Gerald Spoettl scite author profile

Previous studies have indicated that the pituitary gland may produce free alpha-subunit and small quantities of hCG in addition to other glycoprotein hormones. Since synthesis of holo-hCG requires the presence of both subunits, we have investigated the occurrence in human pituitary of free beta-subunit of hCG, in addition to intact holo-hCG. We processed a pituitary extract by fractionated ammonium sulfate precipitation followed by sequential chromatography on Sephadex G-100 and Ultrogel AcA 44. The fractions obtained were assessed for their reactivities with a panel of polyclonal and monoclonal antibodies specific for holo-hCG, beta-subunit of hCG, alpha-subunit, or hCG/LH. In addition to the expected LH and alpha-subunit, we detected materials which eluted from the column in positions very similar to those of cochromatographed 125I-hCG tracer and hCG-beta (NIH CR123-beta), and which showed immunoreactivity in specific immunoradiometric assays for holo-hCG and hCG-beta, respectively. Holo-hCG and hCG-beta material derived from the urine of a postmenopausal woman showed behaviors on the column similar to the pituitary forms. Both the pituitary holo-hCG- and free hCG-beta-subunit activity could be enriched (approximately 500 times) by affinity chromatography on an hCG antibody-coupled Sepharose column. When subjected to isoelectric focusing in granulated gel holo-hCG and hCG-beta-subunit of pituitary origin were focused in the pI-range of pregnancy hCG and pregnancy hCG-beta-subunit, respectively.
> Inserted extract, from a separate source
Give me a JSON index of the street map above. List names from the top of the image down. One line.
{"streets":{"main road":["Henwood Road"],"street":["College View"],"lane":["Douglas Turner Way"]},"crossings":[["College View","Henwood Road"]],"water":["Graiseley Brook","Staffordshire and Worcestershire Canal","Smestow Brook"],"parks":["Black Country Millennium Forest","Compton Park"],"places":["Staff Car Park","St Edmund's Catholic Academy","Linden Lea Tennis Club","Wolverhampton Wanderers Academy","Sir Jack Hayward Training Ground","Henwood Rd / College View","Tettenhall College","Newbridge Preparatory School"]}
Like pregnancy hCG, most (75%) of the pituitary hCG was bound to a column of Con A-Sepharose; however, the Con A-nonbinding hCG fraction (approximately 25%) was much higher than that found in pregnancy hCG. On the basis of immunoreactivities, the content of holo-hCG in our pituitary extract was estimated to be 60 micrograms/g, and that of free beta-subunit 45 micrograms/g; for comparison, LH was approximately 20 mg/g, and free alpha-subunit 1.6 mg/g. In addition, we could demonstrate the presence of both holo-hCG- and free hCG-beta-subunit-like immunoreactivity in NaCl-extracts from single pituitaries of two postmenopausal women. In these studies a second hCG-beta-immunoreactive material eluting far behind the hCG-beta-position was found. Chromatography of purified LH-beta-subunit, which crossreacts 1.56% in the hCG-beta IRMA, yielded an elution pattern clearly distinguishable from that of the hCG-beta-immunoreactive substances.(ABSTRACT TRUNCATED AT 400 WORDS)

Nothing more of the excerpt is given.